** Problem **
Would you return the lines that run from the start of the data below to the line with "filter:drop-shadow(2px 0 #d6cde3)", both included, exactly as written and without pictures?

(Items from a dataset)
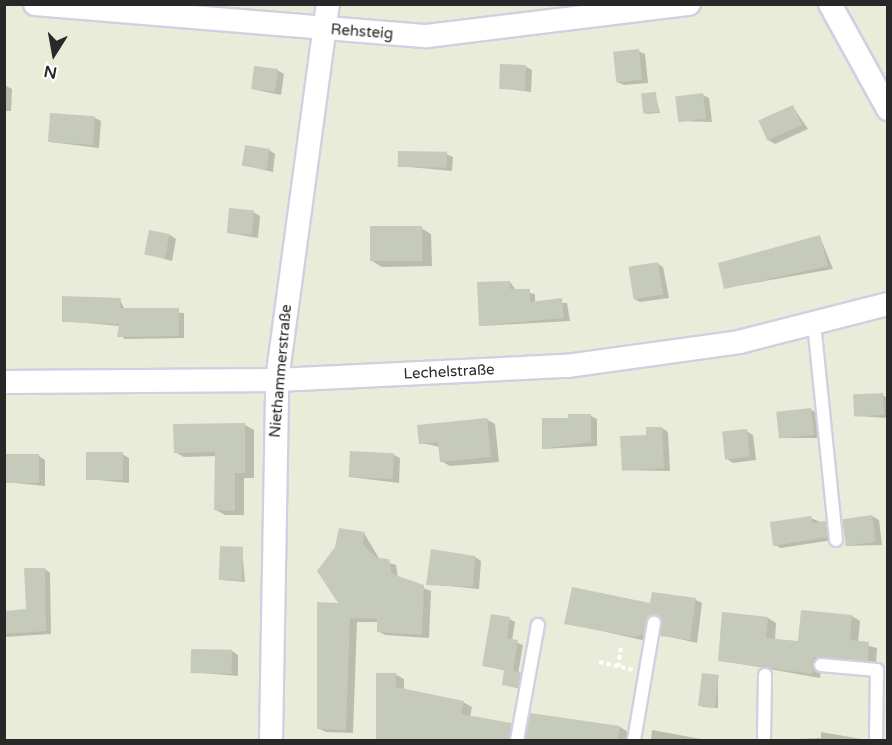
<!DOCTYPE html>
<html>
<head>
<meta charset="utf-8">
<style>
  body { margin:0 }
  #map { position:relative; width:892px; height:745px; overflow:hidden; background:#e9ecd8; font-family:"Varela Round",sans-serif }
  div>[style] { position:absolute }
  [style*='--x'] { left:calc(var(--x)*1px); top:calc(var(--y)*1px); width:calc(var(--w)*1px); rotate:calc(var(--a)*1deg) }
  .shadow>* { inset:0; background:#0003 }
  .building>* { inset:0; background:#c6cabb; transform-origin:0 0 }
  .path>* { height:4px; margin-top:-2px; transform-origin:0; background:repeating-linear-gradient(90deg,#fff 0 4.5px,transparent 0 7.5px) }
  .roads { filter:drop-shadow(2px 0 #d6cde3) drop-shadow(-2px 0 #d6cde3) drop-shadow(0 2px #d6cde3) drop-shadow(0 -2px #d6cde3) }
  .service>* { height:12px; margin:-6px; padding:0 6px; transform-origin:6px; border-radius:6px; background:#fff }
  .minor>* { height:22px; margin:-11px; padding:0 11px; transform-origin:11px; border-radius:11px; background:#fff }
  span { translate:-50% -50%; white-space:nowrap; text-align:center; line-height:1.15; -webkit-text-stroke:4.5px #fff; paint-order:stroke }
  .street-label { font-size:15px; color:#282828 }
  .frame { position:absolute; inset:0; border:6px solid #282828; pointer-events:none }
  .north { position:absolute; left:24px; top:24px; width:60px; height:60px; -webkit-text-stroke:4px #fff; paint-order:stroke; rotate:191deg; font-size:16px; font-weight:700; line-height:24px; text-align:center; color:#282828 }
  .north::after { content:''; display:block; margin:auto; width:21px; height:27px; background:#282828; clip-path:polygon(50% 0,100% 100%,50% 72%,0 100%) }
</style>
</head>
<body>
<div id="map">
  <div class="shadow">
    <i style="clip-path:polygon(638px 51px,645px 54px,648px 83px,624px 85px,617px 82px)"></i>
    <i style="clip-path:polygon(525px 66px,532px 70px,531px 92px,500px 88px)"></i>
    <i style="clip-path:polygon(277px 70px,284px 74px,281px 95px,252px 89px)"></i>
    <i style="clip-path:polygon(4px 85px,12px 89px,11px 111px,4px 111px)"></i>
    <i style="clip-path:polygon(655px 94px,660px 113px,647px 114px,645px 113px)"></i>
    <i style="clip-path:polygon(703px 95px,709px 98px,712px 122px,680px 121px)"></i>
    <i style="clip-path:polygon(793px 107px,808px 129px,775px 144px,768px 140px)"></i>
    <i style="clip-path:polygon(95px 118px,101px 121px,99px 148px,50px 142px)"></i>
    <i style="clip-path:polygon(269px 150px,275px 154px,273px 172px,243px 165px)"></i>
    <i style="clip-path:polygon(446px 154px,453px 157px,452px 171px,399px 166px)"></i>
    <i style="clip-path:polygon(253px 212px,260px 216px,258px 238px,229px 233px)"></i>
    <i style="clip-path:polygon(421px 228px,431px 234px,432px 266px,382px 267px,372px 261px)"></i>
    <i style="clip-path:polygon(170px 235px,176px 239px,172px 261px,146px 254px)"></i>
    <i style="clip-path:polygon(820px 237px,833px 269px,725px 288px)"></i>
    <i style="clip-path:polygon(658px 264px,663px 267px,669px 298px,640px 302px,634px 299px)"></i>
    <i style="clip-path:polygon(510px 282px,516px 290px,535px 294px,535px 303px,567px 303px,570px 321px,481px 326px)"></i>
    <i style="clip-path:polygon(120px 300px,125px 310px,184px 313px,184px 338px,124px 339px,119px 326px,64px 321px)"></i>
    <i style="clip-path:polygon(882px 395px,888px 398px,888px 418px,856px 416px)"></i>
    <i style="clip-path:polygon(810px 409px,817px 413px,820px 438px,781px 438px)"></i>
    <i style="clip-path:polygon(591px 416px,597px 419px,597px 446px,543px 449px,569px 420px)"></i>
    <i style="clip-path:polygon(486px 419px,495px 424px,499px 462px,450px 466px,441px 461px,440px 447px,421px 443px)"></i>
    <i style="clip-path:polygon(245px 425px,254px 430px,254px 478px,244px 478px,244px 515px,225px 515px,216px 510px,216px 456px,184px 457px,175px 452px)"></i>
    <i style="clip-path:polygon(662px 428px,668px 432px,670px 471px,624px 470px,648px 436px)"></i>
    <i style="clip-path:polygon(746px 431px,753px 435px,756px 460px,733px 463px,727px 459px)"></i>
    <i style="clip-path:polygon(122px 454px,129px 458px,129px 483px,87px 479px)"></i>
    <i style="clip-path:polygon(394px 455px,400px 458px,399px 483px,350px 477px)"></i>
    <i style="clip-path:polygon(39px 456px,45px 460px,45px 486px,6px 482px)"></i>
    <i style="clip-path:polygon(872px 516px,879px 520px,882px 545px,845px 546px)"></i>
    <i style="clip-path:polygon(811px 518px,832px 527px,833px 540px,781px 548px,775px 545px)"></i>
    <i style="clip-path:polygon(364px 533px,380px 560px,396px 565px,398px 578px,431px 591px,429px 638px,385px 635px,378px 631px,378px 622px,357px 622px,353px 733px,326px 732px,318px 728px,341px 605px)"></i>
    <i style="clip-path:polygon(242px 548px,245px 582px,221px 580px)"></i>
    <i style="clip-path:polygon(475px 557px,481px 561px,479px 589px,428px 584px)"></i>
    <i style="clip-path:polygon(45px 569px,50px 573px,51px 634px,4px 637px,4px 612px,28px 611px)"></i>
    <i style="clip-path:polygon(696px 600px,702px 603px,697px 643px,662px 635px,661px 618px,642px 640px,566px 623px)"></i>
    <i style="clip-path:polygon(852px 616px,860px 621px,858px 643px,877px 648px,876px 665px,822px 661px,820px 678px,719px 660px,768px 618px,776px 623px,775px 640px,799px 643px)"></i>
    <i style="clip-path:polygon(510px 619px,515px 622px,512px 641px,523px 645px,518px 674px,526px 677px,524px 690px,503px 684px,506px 671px,484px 665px)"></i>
    <i style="clip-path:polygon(232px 651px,238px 655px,238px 676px,192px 672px)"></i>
    <i style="clip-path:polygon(395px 674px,404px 679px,404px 690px,463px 702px,472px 707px,470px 717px,511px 724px,520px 729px,518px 740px,380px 740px)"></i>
    <i style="clip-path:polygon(718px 676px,718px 708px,703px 707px,700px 705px)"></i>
    <i style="clip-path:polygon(620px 727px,628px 732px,627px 740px,527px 740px)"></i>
    <i style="clip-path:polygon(652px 730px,701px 739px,759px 740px,651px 740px)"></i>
    <i style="clip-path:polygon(821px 732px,867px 740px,771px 740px,821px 738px)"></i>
  </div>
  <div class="building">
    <i style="left:639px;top:49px;width:31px;height:26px;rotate:84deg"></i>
    <i style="left:500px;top:64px;width:26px;height:25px;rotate:2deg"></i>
    <i style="left:254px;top:66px;width:24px;height:23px;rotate:7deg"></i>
    <i style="left:656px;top:92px;width:20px;height:15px;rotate:84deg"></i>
    <i style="left:703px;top:93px;width:26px;height:28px;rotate:83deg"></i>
    <i style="left:793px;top:105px;width:22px;height:38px;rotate:66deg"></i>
    <i style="left:50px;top:113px;width:45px;height:29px;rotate:4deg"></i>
    <i style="left:245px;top:145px;width:25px;height:21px;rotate:9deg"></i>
    <i style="left:398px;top:151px;width:49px;height:16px;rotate:1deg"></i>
    <i style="left:229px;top:208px;width:25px;height:25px;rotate:5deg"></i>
    <i style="left:422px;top:226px;width:35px;height:52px;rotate:90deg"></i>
    <i style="left:149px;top:230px;width:21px;height:25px;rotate:11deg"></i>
    <i style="clip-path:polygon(820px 235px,828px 266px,724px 289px,718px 263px)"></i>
    <i style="left:658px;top:262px;width:33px;height:30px;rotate:81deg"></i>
    <i style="clip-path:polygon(510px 281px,510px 289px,530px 289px,530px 302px,562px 298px,564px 318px,479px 326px,477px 282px)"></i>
    <i style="clip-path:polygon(62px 296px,121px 298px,120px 308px,179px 308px,179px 336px,117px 337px,119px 324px,62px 322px)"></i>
    <i style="left:883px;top:393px;width:22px;height:30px;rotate:87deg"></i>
    <i style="left:811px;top:408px;width:27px;height:35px;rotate:84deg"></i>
    <i style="clip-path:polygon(568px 414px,591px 414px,591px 442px,542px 449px,542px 418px,568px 418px)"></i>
    <i style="clip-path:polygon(487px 418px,491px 457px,440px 462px,438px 442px,419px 444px,417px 425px)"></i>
    <i style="clip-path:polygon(245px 423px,245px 473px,235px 473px,235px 511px,214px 510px,215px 452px,174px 453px,173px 424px)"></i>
    <i style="clip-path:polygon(646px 427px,662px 427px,664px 468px,622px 471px,620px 436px,646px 435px)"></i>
    <i style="left:747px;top:429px;width:28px;height:25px;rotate:84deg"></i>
    <i style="left:350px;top:451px;width:44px;height:26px;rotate:3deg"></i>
    <i style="left:86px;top:452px;width:37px;height:28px"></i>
    <i style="left:5px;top:454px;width:34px;height:29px"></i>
    <i style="left:872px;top:515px;width:27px;height:30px;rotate:82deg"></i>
    <i style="clip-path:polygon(811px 516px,812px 523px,826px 521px,827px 537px,773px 546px,770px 522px)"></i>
    <i style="clip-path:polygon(339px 528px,365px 532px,363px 544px,377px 558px,389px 559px,392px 574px,424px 585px,422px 635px,377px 632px,377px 619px,350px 618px,346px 730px,317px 729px,317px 602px,338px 603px,317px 571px,335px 547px)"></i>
    <i style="left:220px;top:546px;width:23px;height:34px;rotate:2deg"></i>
    <i style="clip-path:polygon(431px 549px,475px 556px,473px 587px,426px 585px)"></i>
    <i style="clip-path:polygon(24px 568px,45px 568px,46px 631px,4px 634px,4px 611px,26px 609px)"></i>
    <i style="clip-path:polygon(572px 587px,650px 603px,652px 592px,696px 598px,690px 640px,660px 636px,662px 621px,655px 615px,647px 618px,644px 634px,635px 637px,564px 624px)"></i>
    <i style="clip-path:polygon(801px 610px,852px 615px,850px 640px,869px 642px,868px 661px,813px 657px,812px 674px,718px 661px,722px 612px,768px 617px,766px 638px,798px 641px)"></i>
    <i style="clip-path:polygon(491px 614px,510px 617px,507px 638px,518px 640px,513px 671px,521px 672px,518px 688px,502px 685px,504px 670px,482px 666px)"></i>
    <i style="left:191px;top:649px;width:41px;height:24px;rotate:1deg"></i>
    <i style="clip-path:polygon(376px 673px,396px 673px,396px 687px,464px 701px,461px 714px,512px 723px,509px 741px,376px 739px)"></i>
    <i style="left:702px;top:673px;width:17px;height:33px;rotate:7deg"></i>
    <i style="clip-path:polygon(530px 713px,620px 726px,617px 741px,525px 741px)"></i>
  </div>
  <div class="path">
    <i style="--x:599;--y:662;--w:35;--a:13"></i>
    <i style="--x:618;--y:667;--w:22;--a:-82"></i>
  </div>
  <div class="roads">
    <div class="service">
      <i style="--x:814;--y:323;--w:218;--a:84.2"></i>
      <i style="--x:821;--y:665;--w:56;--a:5.1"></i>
      <i style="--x:877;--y:670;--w:70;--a:90.8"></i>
      <i style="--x:517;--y:740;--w:117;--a:-79.7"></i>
      <i style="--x:634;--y:740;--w:119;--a:-80.3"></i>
      <i style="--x:764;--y:740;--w:65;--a:-89.1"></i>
    </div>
    <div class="minor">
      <i style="--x:35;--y:4;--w:393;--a:4.7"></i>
      <i style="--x:427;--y:36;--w:264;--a:-7"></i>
      <i style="--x:830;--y:4;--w:120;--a:61.1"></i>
      <i style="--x:4;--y:382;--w:273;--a:-0.4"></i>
      <i style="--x:277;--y:380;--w:290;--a:-2.8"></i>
      <i style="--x:567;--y:366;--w:174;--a:-7.9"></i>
      <i style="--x:739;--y:342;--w:154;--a:-14.3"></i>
      <i style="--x:271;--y:740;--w:360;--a:-89"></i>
      <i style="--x:277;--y:380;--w:379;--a:-82.3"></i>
    </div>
  </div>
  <div class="street-label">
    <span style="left:362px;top:32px;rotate:4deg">Rehsteig</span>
    <span style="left:281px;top:371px;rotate:-85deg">Niethammerstraße</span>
    <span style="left:449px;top:372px;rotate:-3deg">Lechelstraße</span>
  </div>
  <div class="frame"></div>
  <div class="north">N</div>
</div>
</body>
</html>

** Worked solution **
<!DOCTYPE html>
<html>
<head>
<meta charset="utf-8">
<style>
  body { margin:0 }
  #map { position:relative; width:892px; height:745px; overflow:hidden; background:#e9ecd8; font-family:"Varela Round",sans-serif }
  div>[style] { position:absolute }
  [style*='--x'] { left:calc(var(--x)*1px); top:calc(var(--y)*1px); width:calc(var(--w)*1px); rotate:calc(var(--a)*1deg) }
  .shadow>* { inset:0; background:#0003 }
  .building>* { inset:0; background:#c6cabb; transform-origin:0 0 }
  .path>* { height:4px; margin-top:-2px; transform-origin:0; background:repeating-linear-gradient(90deg,#fff 0 4.5px,transparent 0 7.5px) }
  .roads { filter:drop-shadow(2px 0 #d6cde3) drop-shadow(-2px 0 #d6cde3) drop-shadow(0 2px #d6cde3) drop-shadow(0 -2px #d6cde3) }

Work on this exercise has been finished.